Lines from the first one down to the one containing "Convert the page" in the data below are the only ones needed; please return them exactly, both ends included.

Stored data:
+ + + + + + +

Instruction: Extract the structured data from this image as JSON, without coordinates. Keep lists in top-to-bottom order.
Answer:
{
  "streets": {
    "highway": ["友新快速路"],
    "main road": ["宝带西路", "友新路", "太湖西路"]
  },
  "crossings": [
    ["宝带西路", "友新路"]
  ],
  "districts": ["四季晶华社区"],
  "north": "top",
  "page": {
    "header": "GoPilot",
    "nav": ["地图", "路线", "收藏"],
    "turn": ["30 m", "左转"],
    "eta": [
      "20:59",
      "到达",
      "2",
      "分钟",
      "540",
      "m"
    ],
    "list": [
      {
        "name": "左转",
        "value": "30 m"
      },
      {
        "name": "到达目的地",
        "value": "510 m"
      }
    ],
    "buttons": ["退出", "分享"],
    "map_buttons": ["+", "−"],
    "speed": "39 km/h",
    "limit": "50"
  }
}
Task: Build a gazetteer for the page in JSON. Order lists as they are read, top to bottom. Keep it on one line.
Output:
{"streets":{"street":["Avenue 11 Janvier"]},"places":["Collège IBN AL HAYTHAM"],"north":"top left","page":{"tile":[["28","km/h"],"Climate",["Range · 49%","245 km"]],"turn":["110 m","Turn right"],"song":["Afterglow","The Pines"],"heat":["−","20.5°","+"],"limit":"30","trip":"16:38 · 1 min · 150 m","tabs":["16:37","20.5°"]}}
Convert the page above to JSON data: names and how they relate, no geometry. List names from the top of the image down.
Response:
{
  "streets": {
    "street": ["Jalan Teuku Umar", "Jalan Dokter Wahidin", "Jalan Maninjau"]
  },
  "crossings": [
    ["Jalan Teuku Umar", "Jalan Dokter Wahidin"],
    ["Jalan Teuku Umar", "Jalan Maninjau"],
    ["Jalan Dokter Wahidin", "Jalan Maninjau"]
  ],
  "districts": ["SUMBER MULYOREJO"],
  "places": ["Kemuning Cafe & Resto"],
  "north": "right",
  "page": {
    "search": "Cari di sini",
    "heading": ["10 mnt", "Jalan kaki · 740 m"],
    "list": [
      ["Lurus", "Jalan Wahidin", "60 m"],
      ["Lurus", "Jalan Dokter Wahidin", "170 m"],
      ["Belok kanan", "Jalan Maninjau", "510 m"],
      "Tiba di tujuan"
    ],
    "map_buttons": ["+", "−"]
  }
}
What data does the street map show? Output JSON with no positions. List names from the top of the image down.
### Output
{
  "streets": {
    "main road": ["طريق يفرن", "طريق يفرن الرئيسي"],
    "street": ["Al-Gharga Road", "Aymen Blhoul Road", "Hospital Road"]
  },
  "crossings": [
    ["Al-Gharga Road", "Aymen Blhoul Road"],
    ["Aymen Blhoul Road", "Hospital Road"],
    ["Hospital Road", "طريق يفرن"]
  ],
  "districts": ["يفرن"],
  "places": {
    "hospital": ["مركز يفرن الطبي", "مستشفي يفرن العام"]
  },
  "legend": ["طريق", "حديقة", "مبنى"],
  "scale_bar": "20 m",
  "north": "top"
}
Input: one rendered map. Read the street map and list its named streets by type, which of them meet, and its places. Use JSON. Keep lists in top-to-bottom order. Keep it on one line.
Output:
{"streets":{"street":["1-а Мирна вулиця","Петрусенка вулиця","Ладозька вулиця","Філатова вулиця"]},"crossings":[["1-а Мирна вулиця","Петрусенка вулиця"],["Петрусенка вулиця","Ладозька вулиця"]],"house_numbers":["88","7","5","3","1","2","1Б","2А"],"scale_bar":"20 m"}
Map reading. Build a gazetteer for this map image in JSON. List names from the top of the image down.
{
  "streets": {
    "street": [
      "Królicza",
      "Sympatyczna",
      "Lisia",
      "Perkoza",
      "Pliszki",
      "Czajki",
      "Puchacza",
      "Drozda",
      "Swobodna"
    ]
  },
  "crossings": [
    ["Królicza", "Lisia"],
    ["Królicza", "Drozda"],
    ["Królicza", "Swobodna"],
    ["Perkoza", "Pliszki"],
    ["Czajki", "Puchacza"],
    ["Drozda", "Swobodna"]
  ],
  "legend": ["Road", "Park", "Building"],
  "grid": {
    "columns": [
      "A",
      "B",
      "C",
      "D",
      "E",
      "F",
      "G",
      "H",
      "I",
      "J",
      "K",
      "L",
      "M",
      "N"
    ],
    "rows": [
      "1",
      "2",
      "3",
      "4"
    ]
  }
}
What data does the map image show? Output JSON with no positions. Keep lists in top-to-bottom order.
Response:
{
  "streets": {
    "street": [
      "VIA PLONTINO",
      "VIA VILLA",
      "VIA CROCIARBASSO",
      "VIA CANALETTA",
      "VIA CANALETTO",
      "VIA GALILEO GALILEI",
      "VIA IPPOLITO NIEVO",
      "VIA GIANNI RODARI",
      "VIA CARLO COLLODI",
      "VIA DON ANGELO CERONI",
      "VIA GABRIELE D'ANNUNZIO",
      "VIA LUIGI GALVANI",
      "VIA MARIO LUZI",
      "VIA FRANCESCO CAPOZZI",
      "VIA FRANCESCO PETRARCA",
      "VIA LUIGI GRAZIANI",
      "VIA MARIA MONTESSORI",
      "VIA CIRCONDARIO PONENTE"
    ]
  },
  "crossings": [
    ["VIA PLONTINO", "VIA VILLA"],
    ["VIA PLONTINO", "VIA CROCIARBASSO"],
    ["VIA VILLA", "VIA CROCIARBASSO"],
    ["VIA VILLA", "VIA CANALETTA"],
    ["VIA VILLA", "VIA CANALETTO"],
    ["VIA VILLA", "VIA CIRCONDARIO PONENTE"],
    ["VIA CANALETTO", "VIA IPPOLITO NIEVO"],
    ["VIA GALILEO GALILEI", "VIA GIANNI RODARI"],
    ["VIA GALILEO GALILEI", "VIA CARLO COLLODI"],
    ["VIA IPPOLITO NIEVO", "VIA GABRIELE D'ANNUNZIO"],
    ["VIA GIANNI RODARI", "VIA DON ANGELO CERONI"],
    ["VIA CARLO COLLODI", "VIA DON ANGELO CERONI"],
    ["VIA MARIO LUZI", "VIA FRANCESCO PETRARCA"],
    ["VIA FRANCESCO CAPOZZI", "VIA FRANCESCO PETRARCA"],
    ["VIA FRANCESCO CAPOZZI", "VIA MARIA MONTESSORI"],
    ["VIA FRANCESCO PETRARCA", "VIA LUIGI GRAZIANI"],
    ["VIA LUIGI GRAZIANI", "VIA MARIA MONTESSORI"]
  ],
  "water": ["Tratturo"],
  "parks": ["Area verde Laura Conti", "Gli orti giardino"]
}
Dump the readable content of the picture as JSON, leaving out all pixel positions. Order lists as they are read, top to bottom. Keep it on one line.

+ + + + + + +

Reply to the task.
Instruction: Extract the structured data from this image as JSON, without coordinates. Keep lists in top-to-bottom order.
Answer:
{
  "streets": {
    "highway": ["友新快速路"],
    "main road": ["宝带西路", "友新路", "太湖西路"]
  },
  "crossings": [
    ["宝带西路", "友新路"]
  ],
  "districts": ["四季晶华社区"],
  "north": "top",
  "page": {
    "header": "GoPilot",
    "nav": ["地图", "路线", "收藏"],
    "turn": ["30 m", "左转"],
    "eta": [
      "20:59",
      "到达",
      "2",
      "分钟",
      "540",
      "m"
    ],
    "list": [
      {
        "name": "左转",
        "value": "30 m"
      },
      {
        "name": "到达目的地",
        "value": "510 m"
      }
    ],
    "buttons": ["退出", "分享"],
    "map_buttons": ["+", "−"],
    "speed": "39 km/h",
    "limit": "50"
  }
}
Task: Build a gazetteer for the page in JSON. Order lists as they are read, top to bottom. Keep it on one line.
Output:
{"streets":{"street":["Avenue 11 Janvier"]},"places":["Collège IBN AL HAYTHAM"],"north":"top left","page":{"tile":[["28","km/h"],"Climate",["Range · 49%","245 km"]],"turn":["110 m","Turn right"],"song":["Afterglow","The Pines"],"heat":["−","20.5°","+"],"limit":"30","trip":"16:38 · 1 min · 150 m","tabs":["16:37","20.5°"]}}
Convert the page above to JSON data: names and how they relate, no geometry. List names from the top of the image down.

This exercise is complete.